By Bob Woodiwiss · September 2nd, 1999 · Pseudoquasiesque

A robbery in Devou Park was foiled yesterday when the intended victim pulled a concealed weapon and shot his assailant. Police said the man who did the shooting was licensed to carry the handgun and that he'd been in the park jogging. ­ Tristate news story, Aug. 20, 1999

I was on point as the jogging squadron I commanded approached the duck pond. I didn't like what I saw.

There, bobbing on the glass-still surface of the water, were ducks. But not just ducks. Lots of ducks. More than usual. So many more. And these particular ducks ­ all Pekings, I couldn't help noticing ­ looked dog-tired. Edgy. Unpredictable.

I think my whole squad ­ Welch, Tony, Rico, Racing Bear, Saul, Megan, plus the twins, Pokey and The Guy Who Looks Just Like Pokey ­ sensed the birds could spook at any second. That before we knew it, those refugees from a French rotisserie would be in the air and have us under attack, dropping their filthy intestinal payloads on every man Jack (and woman Jacqueline) of us.

But we'd come too far together to let that happen.

About 9K, so far, I figured. There was no way we were going to idly jog by, only to see our expensive Gore-Tex running jackets and Old Glory-patterned doo-rags fall victim to the anuses of these waterfowl from hell.

So, still about 50 meters from the pond's edge but closing fast, I signaled for Tony, Rico, Megan and Pokey to take the left flank, while the rest of us moved to the right. We all instinctively drew our weapons from the spandex holsters under our sweats and took them off safety.

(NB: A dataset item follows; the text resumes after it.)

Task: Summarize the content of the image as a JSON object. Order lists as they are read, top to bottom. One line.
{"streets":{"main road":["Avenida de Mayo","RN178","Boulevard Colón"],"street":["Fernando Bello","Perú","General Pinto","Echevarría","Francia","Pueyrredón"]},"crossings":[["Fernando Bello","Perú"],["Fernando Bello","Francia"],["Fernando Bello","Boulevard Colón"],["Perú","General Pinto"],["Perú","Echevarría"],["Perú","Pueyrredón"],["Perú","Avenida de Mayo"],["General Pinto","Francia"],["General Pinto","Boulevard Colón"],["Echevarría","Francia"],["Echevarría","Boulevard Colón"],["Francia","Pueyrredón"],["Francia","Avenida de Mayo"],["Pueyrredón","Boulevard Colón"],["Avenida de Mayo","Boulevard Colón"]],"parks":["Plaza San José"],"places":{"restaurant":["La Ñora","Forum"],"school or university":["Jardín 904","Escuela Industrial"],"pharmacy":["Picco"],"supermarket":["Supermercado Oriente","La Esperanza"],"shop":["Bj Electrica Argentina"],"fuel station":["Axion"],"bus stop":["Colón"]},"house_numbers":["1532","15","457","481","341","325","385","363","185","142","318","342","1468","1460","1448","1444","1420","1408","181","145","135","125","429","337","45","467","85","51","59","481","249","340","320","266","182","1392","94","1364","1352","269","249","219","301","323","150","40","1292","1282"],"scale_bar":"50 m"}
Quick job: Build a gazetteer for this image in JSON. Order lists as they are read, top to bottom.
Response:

It was then that Fate played its trump card.

Before we could get in position, Saul's gun got caught up in the wires running from his Walkman to his headphones, causing him to accidentally fire. In an instantaneous squall of feathers and quacks, the ducks took to the sky, straining to gain altitude, discharging their terrible freight as they rose. The bastards had us.

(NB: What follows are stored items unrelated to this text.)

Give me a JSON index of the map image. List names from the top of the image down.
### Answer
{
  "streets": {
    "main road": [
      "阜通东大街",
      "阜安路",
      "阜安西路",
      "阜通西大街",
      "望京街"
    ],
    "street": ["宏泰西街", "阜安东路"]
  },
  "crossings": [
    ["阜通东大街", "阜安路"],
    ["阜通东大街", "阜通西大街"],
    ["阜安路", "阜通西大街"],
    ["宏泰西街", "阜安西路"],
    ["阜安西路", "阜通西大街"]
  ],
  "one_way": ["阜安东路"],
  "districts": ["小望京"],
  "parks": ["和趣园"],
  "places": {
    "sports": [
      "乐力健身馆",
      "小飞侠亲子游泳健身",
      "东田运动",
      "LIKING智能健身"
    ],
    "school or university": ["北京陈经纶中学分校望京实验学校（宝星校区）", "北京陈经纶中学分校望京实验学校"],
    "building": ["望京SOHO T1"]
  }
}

Now, probably every jogger, runner, biker or Rollerblader who's ever ventured into the verdant combat zones the politicians all call "public parks" has been in a situation like this. On the line. At risk. In harm's way. For anyone who has, you know there's only one thing to do: Start shooting. Then shoot some more. After all, soldier, that's why we're running with weapons in the first place, isn't it? We wouldn't exercise with heat unless we were fully ­ hell, overly ­ prepared to use it. It's like the old saying: Exercise is the key to good health, but a gun will keep you healthy to exercise another day.

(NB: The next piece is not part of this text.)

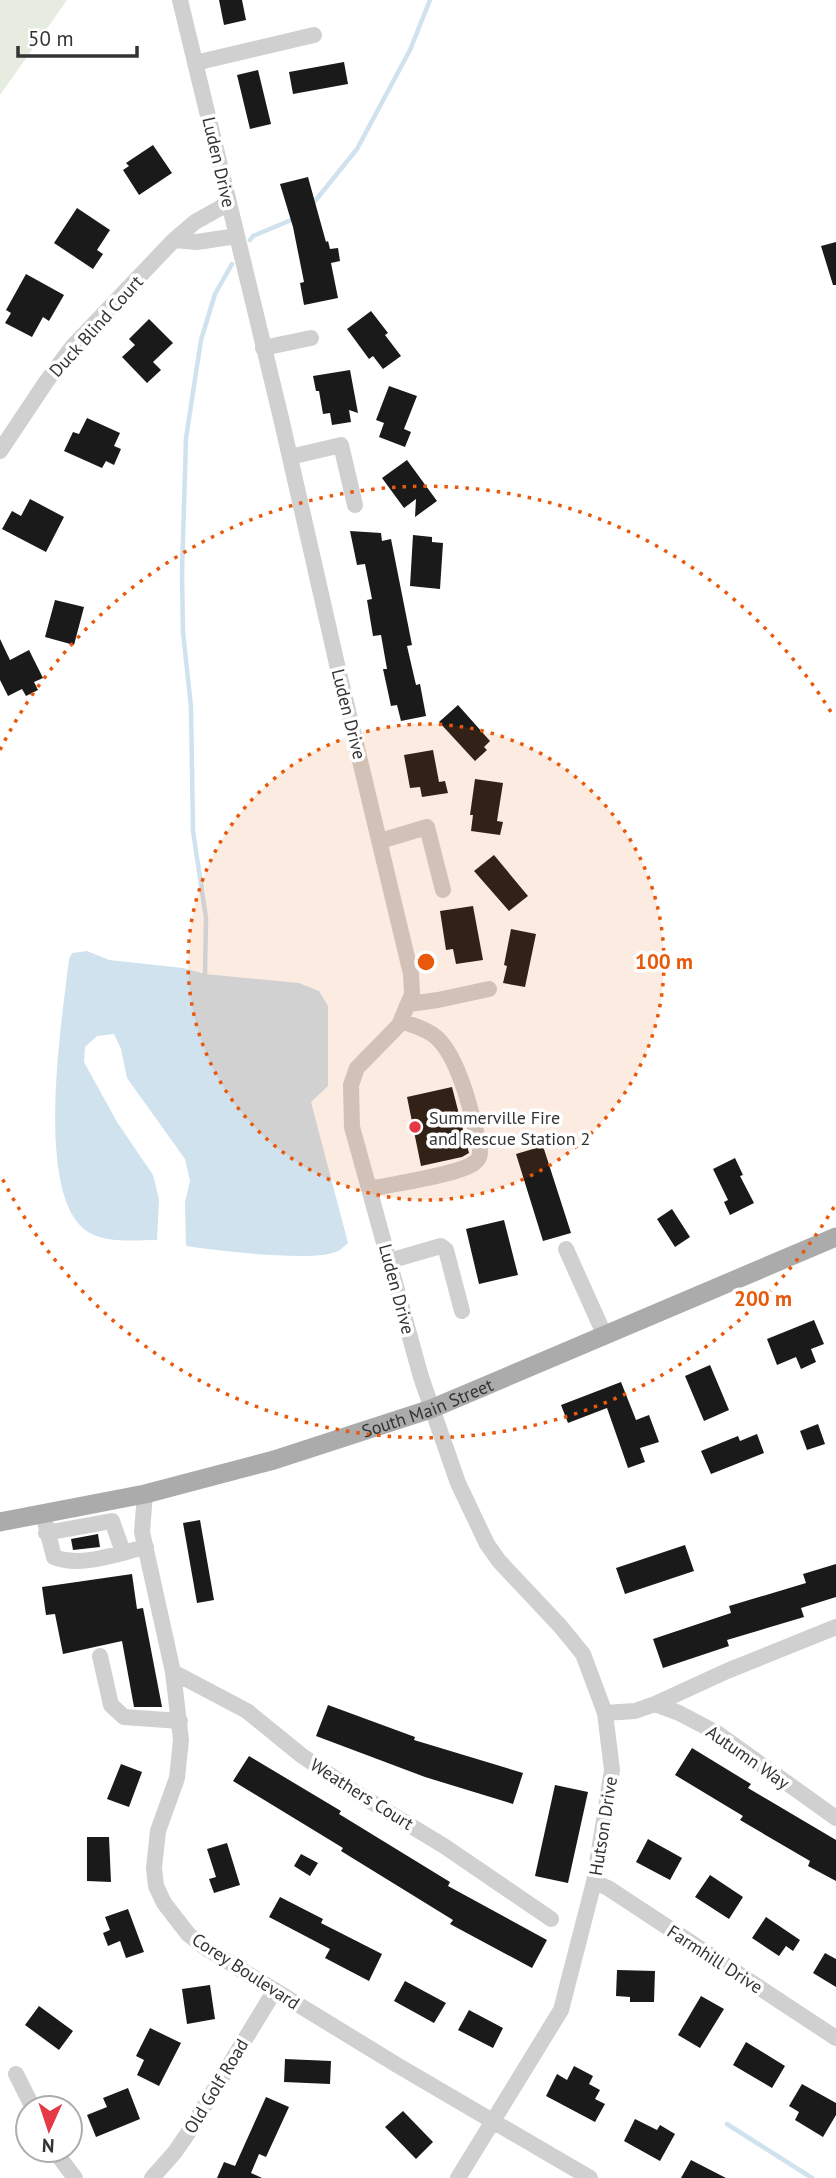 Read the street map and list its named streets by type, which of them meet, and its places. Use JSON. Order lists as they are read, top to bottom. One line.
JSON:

So, jogging in place, trying like the devil to keep our heart rates in the target zone, the whole squad opened fire. It was loud. It was long. It was downy. But not until the guns and beaks fell silent did I witness the cost of our bloody engagement. In addition to a heavy staining all around, Pokey had taken a falling Daffy to the head and was wandering, dazed, away from the battlefield at a slower-than-10-minute per mile pace. It was then that my troops, as a unit, turned from the killing pond. Together, without a word, we began to trot behind Pokey. We knew it was up to us to see him safely out of the park. Or, by God, die trying.